Problem statement
Please return each of the entries exactly, minus their pictures.

Provided data

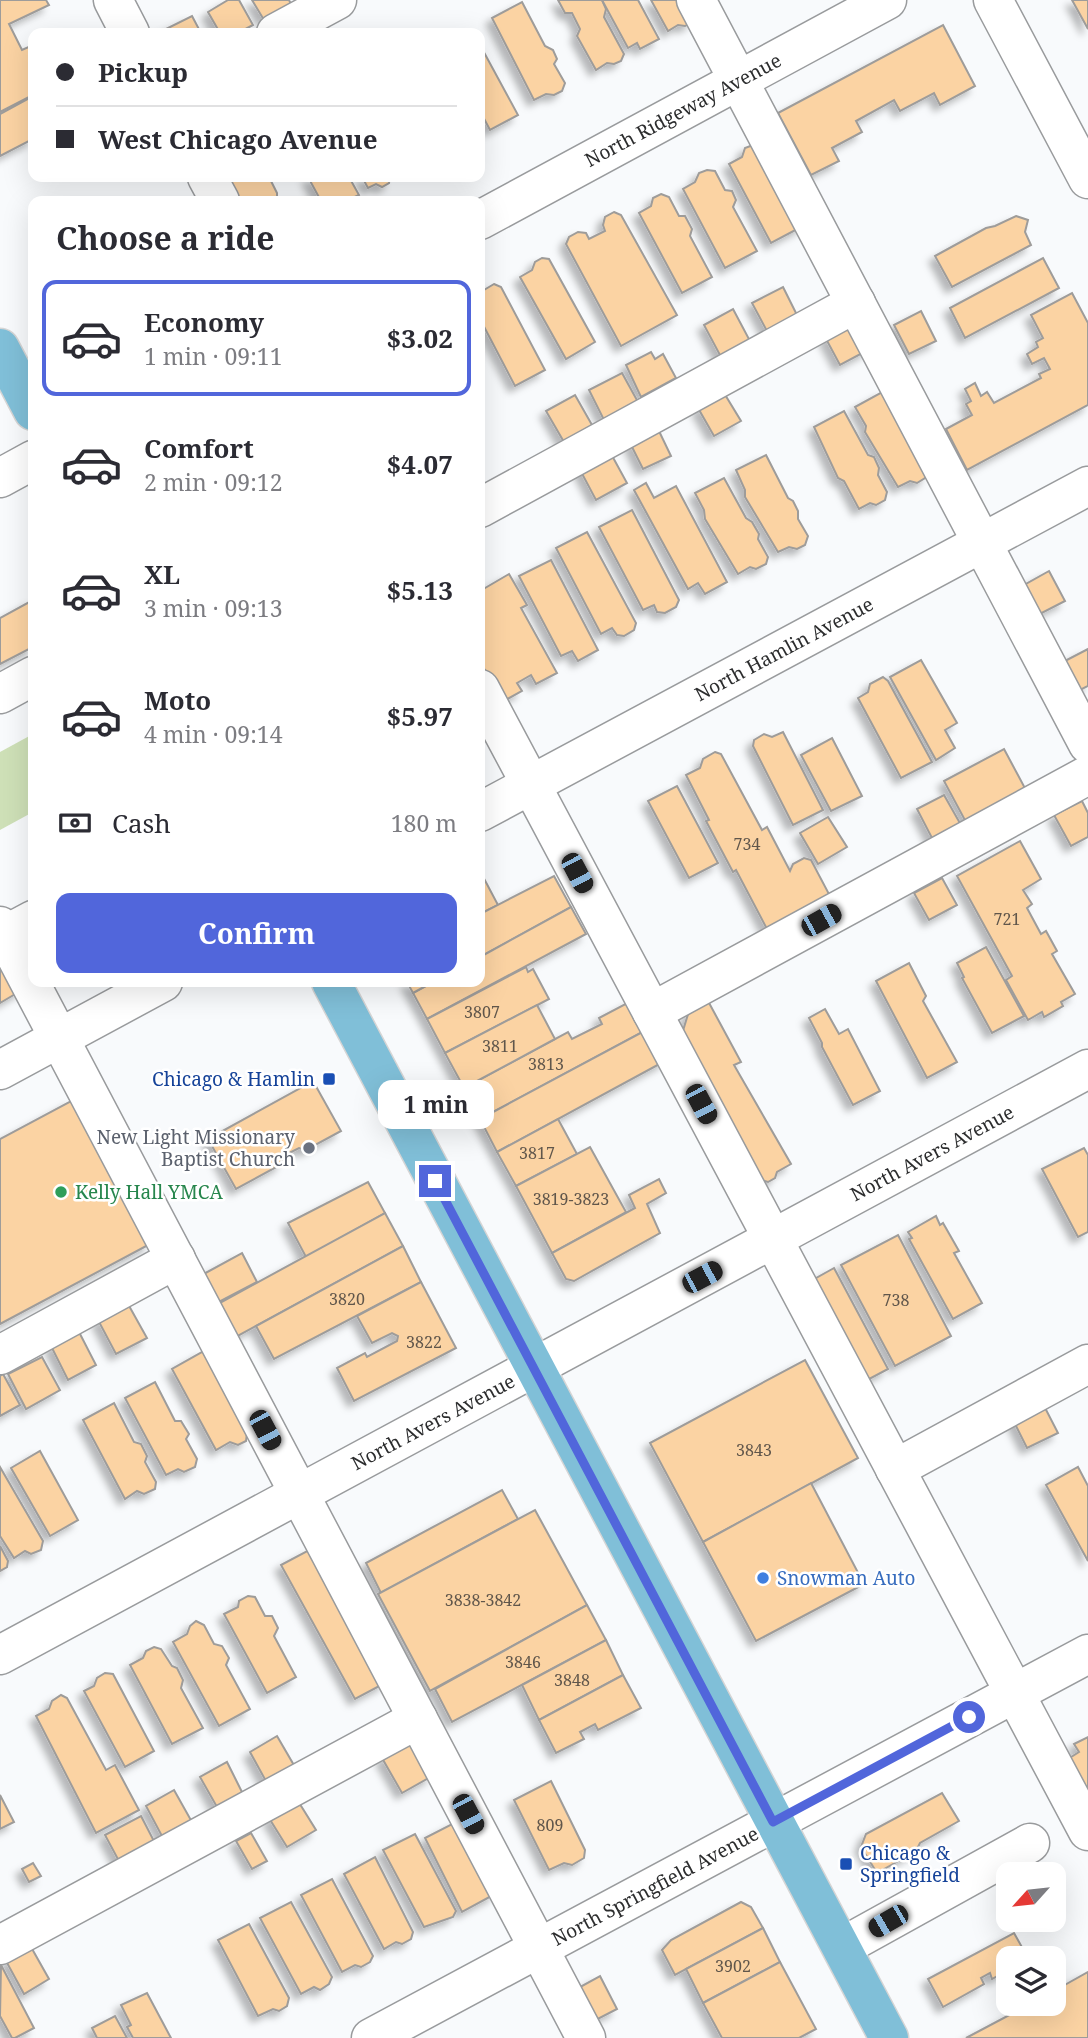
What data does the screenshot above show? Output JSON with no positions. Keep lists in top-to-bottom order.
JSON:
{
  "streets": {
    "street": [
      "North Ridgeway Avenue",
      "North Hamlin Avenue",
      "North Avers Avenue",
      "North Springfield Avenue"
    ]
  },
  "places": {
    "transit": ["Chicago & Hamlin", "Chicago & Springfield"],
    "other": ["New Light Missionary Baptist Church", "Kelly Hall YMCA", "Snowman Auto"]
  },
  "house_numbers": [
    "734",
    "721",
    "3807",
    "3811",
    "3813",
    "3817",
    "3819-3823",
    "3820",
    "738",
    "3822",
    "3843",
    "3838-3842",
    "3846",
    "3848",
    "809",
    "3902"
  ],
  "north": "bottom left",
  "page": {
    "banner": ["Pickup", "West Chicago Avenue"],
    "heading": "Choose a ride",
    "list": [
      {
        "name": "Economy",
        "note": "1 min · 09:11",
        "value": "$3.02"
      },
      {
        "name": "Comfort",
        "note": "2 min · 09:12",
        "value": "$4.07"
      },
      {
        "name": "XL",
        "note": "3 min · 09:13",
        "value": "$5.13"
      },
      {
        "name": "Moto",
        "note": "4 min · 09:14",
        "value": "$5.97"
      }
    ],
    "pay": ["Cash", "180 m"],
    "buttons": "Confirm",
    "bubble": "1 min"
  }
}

The answer
What data does the screenshot above show? Output JSON with no positions. Keep lists in top-to-bottom order.
JSON:
{
  "streets": {
    "street": [
      "North Ridgeway Avenue",
      "North Hamlin Avenue",
      "North Avers Avenue",
      "North Springfield Avenue"
    ]
  },
  "places": {
    "transit": ["Chicago & Hamlin", "Chicago & Springfield"],
    "other": ["New Light Missionary Baptist Church", "Kelly Hall YMCA", "Snowman Auto"]
  },
  "house_numbers": [
    "734",
    "721",
    "3807",
    "3811",
    "3813",
    "3817",
    "3819-3823",
    "3820",
    "738",
    "3822",
    "3843",
    "3838-3842",
    "3846",
    "3848",
    "809",
    "3902"
  ],
  "north": "bottom left",
  "page": {
    "banner": ["Pickup", "West Chicago Avenue"],
    "heading": "Choose a ride",
    "list": [
      {
        "name": "Economy",
        "note": "1 min · 09:11",
        "value": "$3.02"
      },
      {
        "name": "Comfort",
        "note": "2 min · 09:12",
        "value": "$4.07"
      },
      {
        "name": "XL",
        "note": "3 min · 09:13",
        "value": "$5.13"
      },
      {
        "name": "Moto",
        "note": "4 min · 09:14",
        "value": "$5.97"
      }
    ],
    "pay": ["Cash", "180 m"],
    "buttons": "Confirm",
    "bubble": "1 min"
  }
}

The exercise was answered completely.